For the past three years, refinancing homeowners have taken out ever-increasing amounts of equity from their homes. In 2000, they pulled out $26.2 billion, a figure that more than tripled in 2001, when it rose to $82.9 billion, according to Freddie Mac. Last year, home equity cash-outs rose again, to $95.7 billion.
But the cash-outs trend may be changing.
Only 32 percent of refinancing homeowners chose to tap their equity for cash during 2003's second quarter, according to Freddie's most recent quarterly report on cash-out refinancings. It represents the lowest percentage of cash-out refinancings in the history of the report, which Freddie began releasing in 1985. Just one year ago, in 2002's second quarter, almost twice that number of refinancing homeowners (63 percent) opted to take cash out of their homes by choosing larger mortgages.

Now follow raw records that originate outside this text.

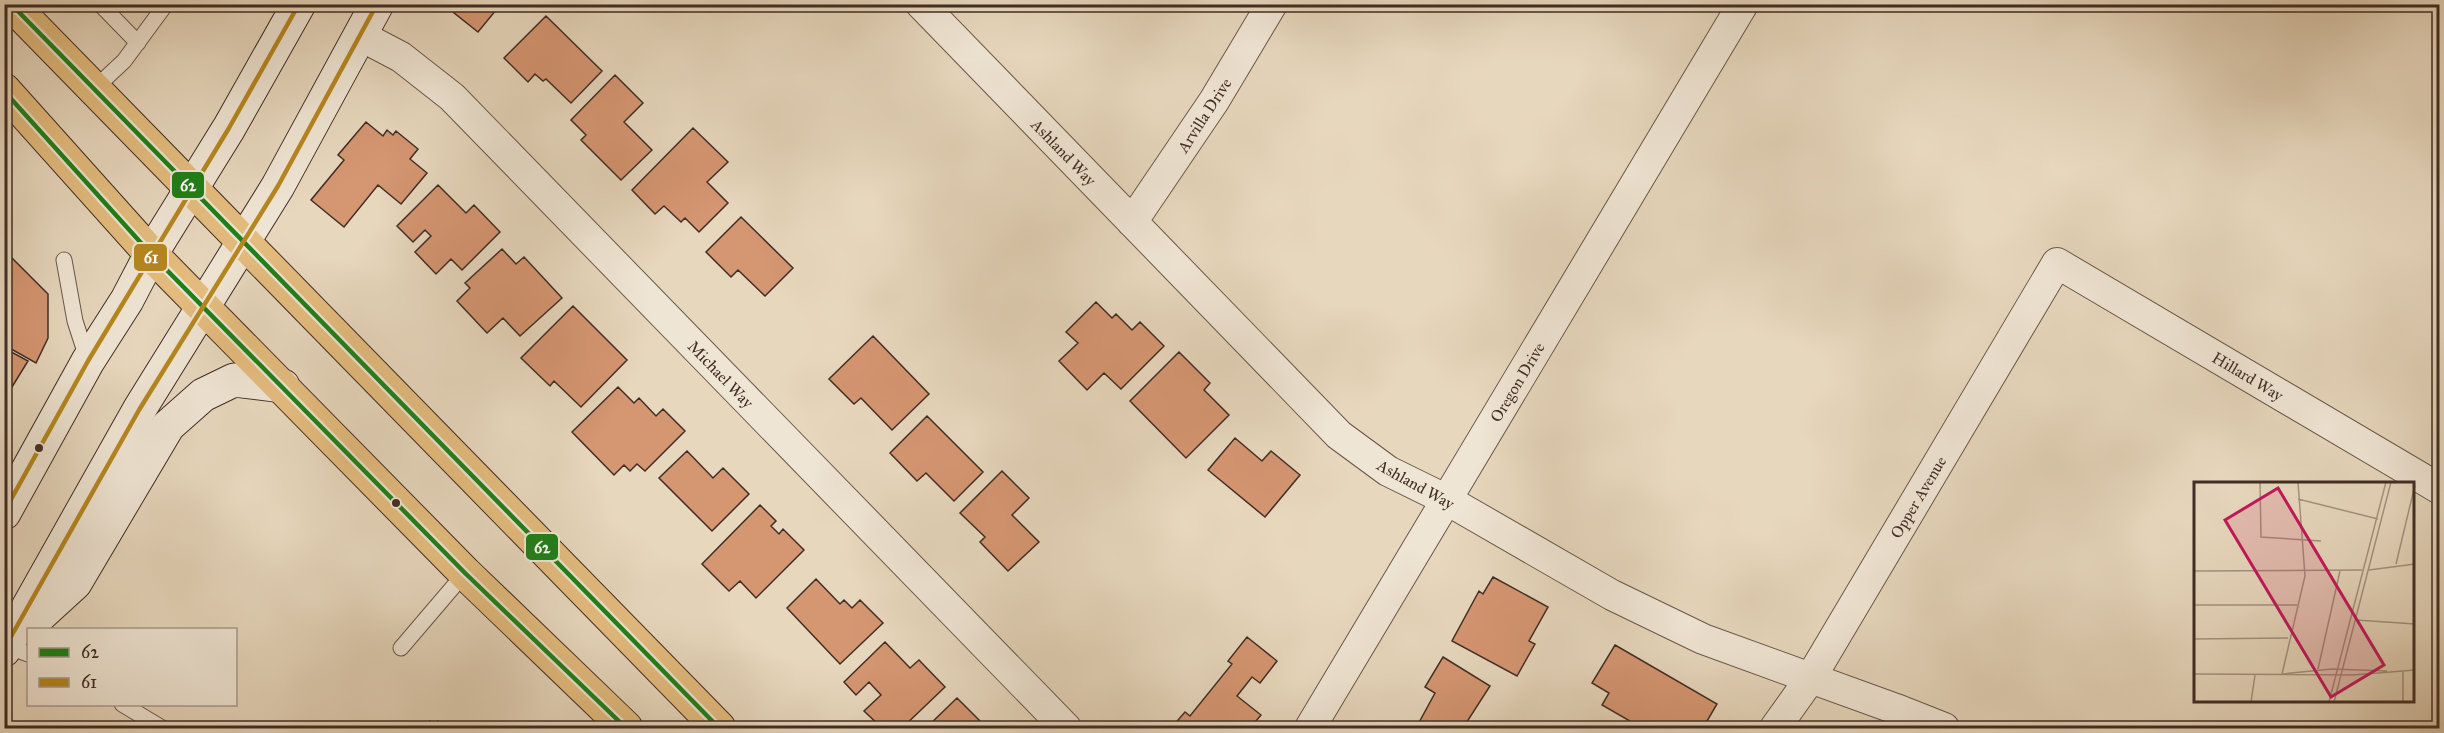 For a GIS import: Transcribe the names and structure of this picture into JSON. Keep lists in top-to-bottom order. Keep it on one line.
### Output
{"streets":{"street":["Arvilla Drive","Ashland Way","Michael Way","Hillard Way","Oregon Drive","Opper Avenue"]},"crossings":[["Arvilla Drive","Ashland Way"],["Ashland Way","Oregon Drive"],["Ashland Way","Opper Avenue"],["Hillard Way","Opper Avenue"]],"lines":["transit line 62","transit line 61"],"legend":["62","61"]} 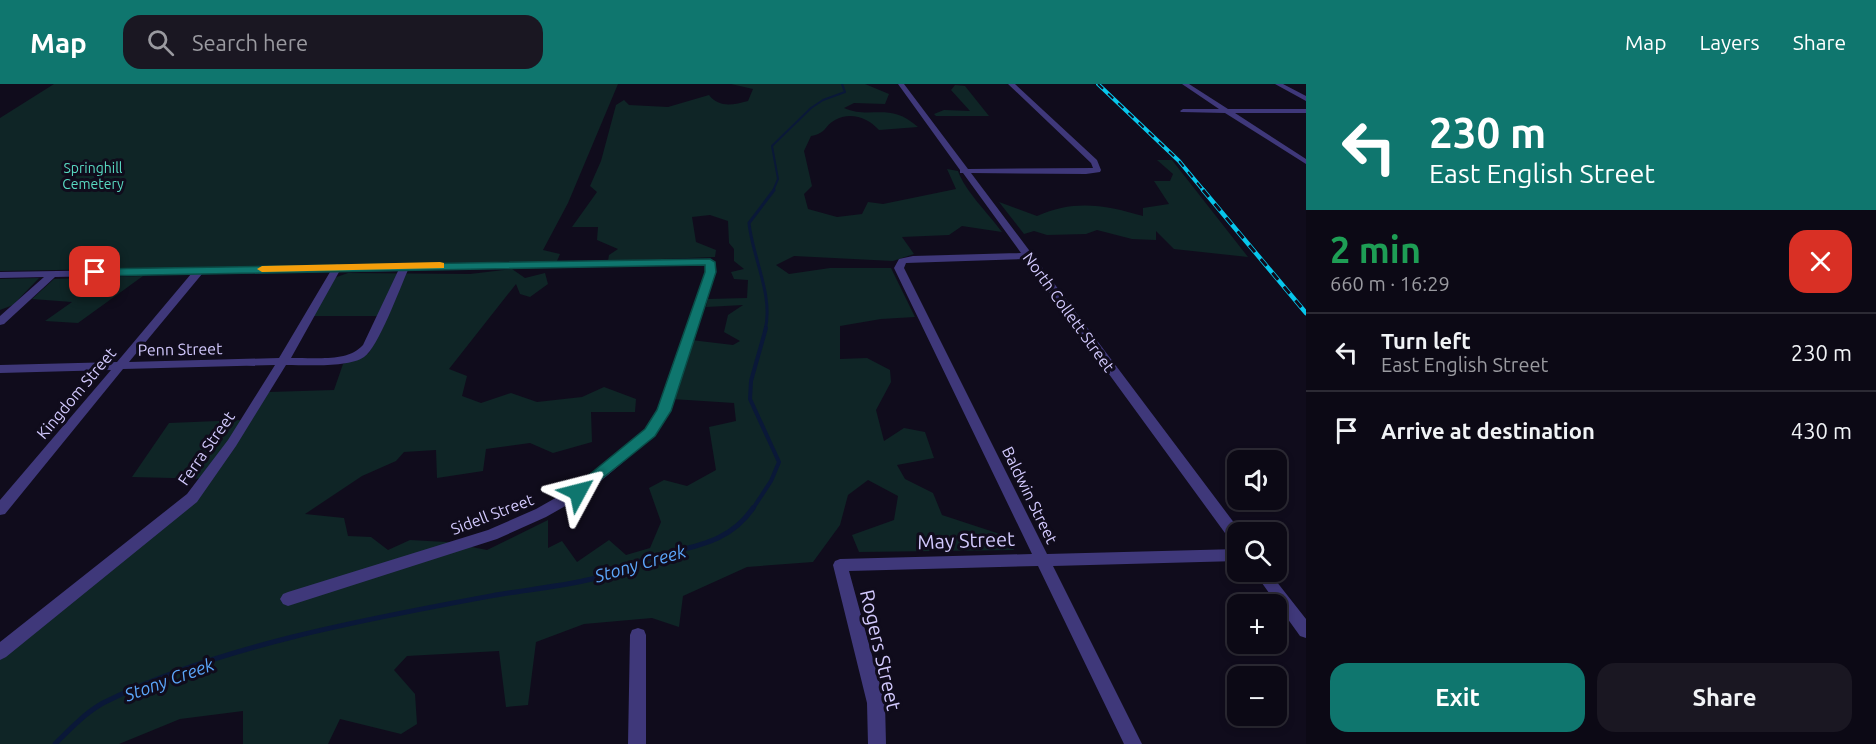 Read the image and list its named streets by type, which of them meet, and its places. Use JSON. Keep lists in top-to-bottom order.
{
  "streets": {
    "street": [
      "North Collett Street",
      "Penn Street",
      "Kingdom Street",
      "Ferra Street",
      "Baldwin Street",
      "Sidell Street",
      "May Street",
      "Rogers Street"
    ]
  },
  "crossings": [
    ["North Collett Street", "Baldwin Street"],
    ["Penn Street", "Kingdom Street"],
    ["Penn Street", "Ferra Street"],
    ["Penn Street", "Sidell Street"],
    ["Baldwin Street", "May Street"],
    ["May Street", "Rogers Street"]
  ],
  "water": ["Stony Creek"],
  "parks": ["Springhill Cemetery"],
  "page": {
    "header": "Map",
    "search": "Search here",
    "nav": ["Map", "Layers", "Share"],
    "turn": ["230 m", "East English Street"],
    "heading": ["2 min", "660 m · 16:29"],
    "list": [
      {
        "name": "Turn left",
        "note": "East English Street",
        "value": "230 m"
      },
      {
        "name": "Arrive at destination",
        "value": "430 m"
      }
    ],
    "map_buttons": ["+", "−"],
    "buttons": ["Exit", "Share"]
  }
} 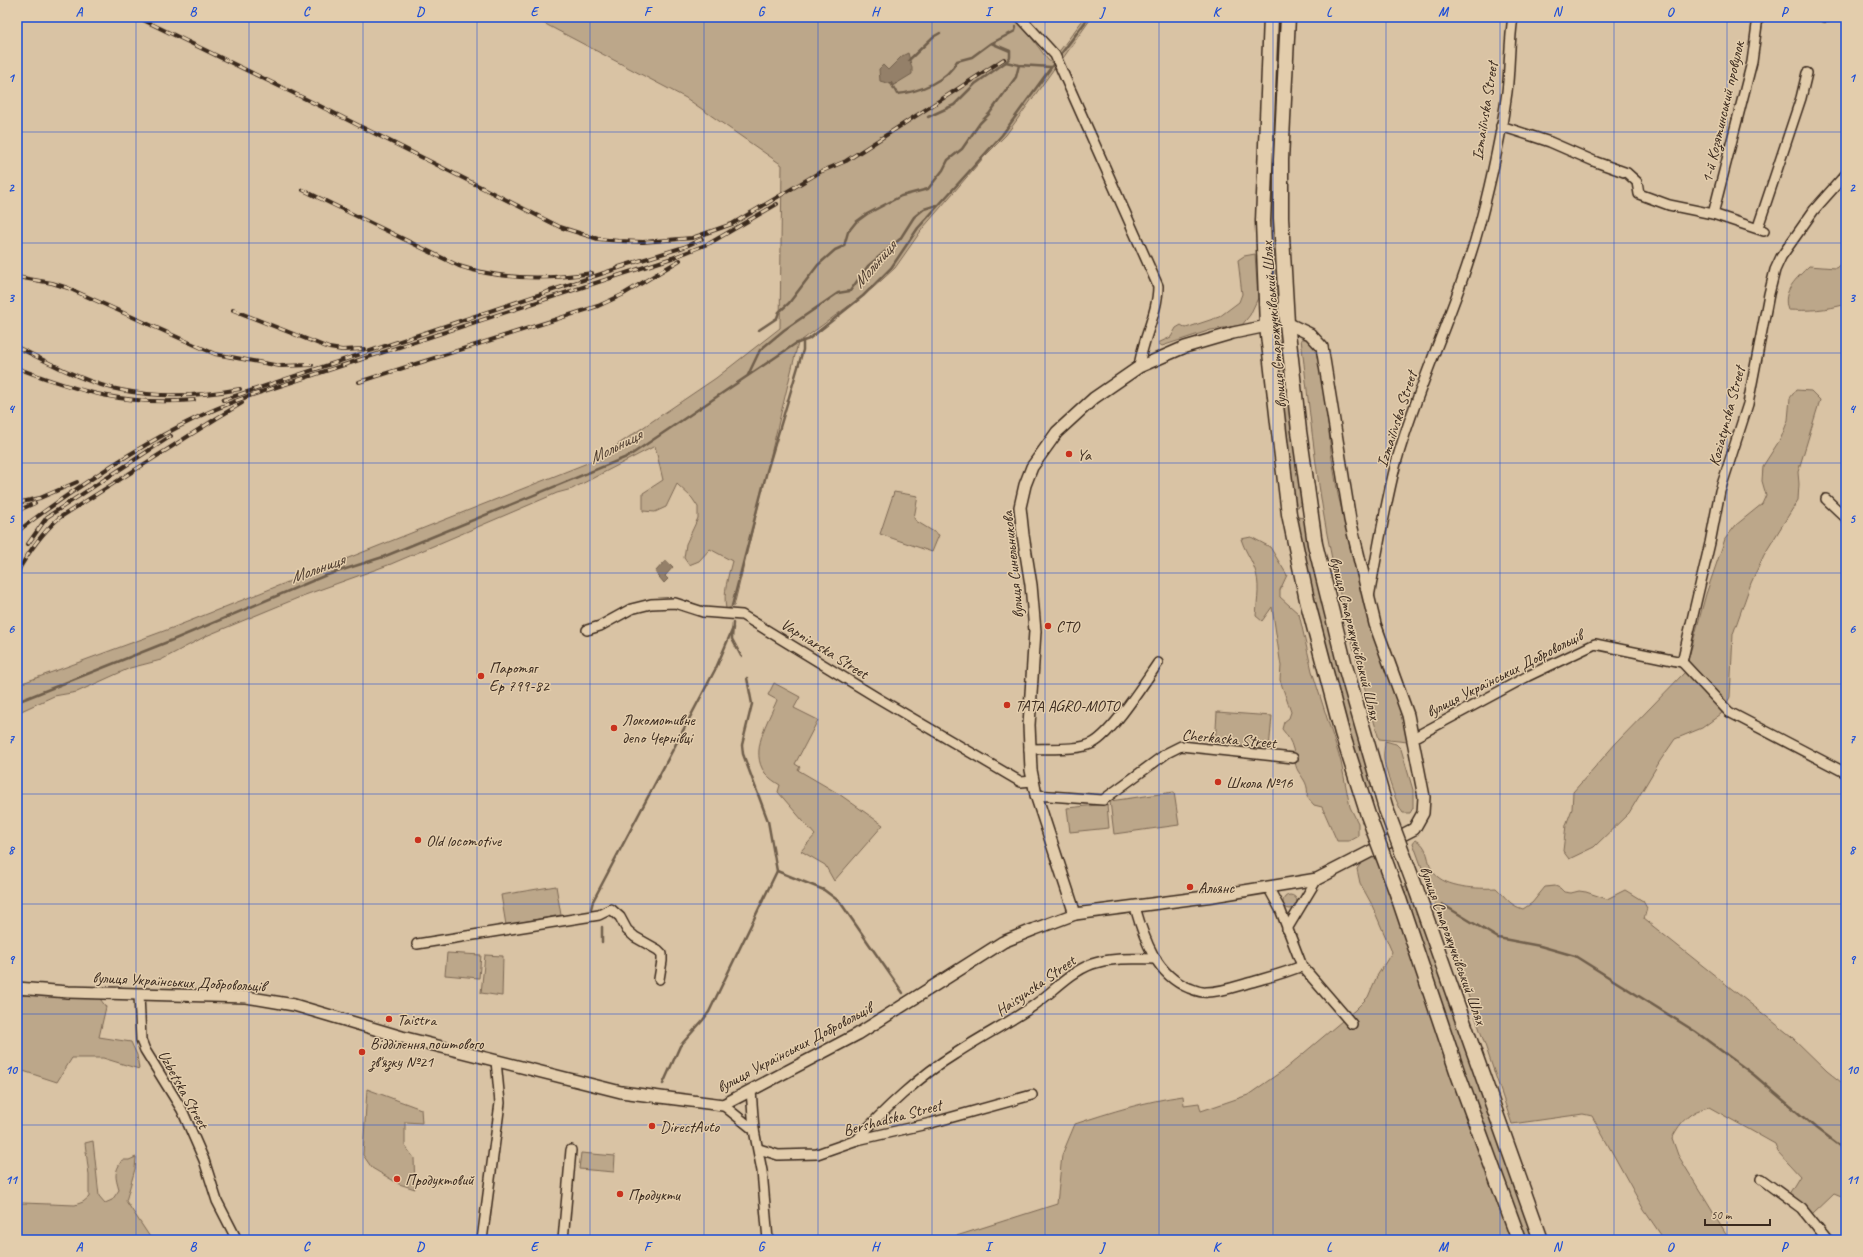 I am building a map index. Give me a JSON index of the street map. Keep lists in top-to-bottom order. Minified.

Amy Crews Cutts, deputy chief economist for Freddie Mac, attributes the shift to 2003's historically low interest rates (5.21 percent for a 30-year fixed-rate mortgage in mid-June), which led homeowners to prioritize low monthly payments over cashing out their equity. And, given that these homeowners were refinancing relatively young mortgages (the refinanced loans had a median age of 1.8 years, the second lowest age in the past three years), they may already have taken out whatever equity they wanted.
Now, rising interest rates are affecting the mortgage market in other ways. With 30-year fixed rates pushing 6 percent in early August, refinancing demand has slowed. The level of refinance applications has dropped to one-third of what it was in May and June. The Mortgage Bankers Association of America (MBAA) has revised its origination projections to $3.2 trillion (down from $3.4 trillion) in 2003, solely because of declines in refinance applications.
But Cutts says the activity hasn't dropped as far as she expected, as latecomers do their best to drop their house payments while rates are still historically low. "Refinances only got killed at the 30-year fixed rate, which got relatively expensive," she says. "There's still room to refinance" with ARM, hybrid ARM, and 15-year mortgages, all of which offer lower interest rates than 30-year loans.
Borrowers are thinking the same thing. The share of mortgage loans that are adjustable rate mortgages (ARMs), after hovering in the mid-teens for most of 2003, has spiked to 23 percent. "In terms of dollar volume, ARMs could be as much as one-third" of total originations, says Jay Brinkmann, MBAA's vice president of research and economics.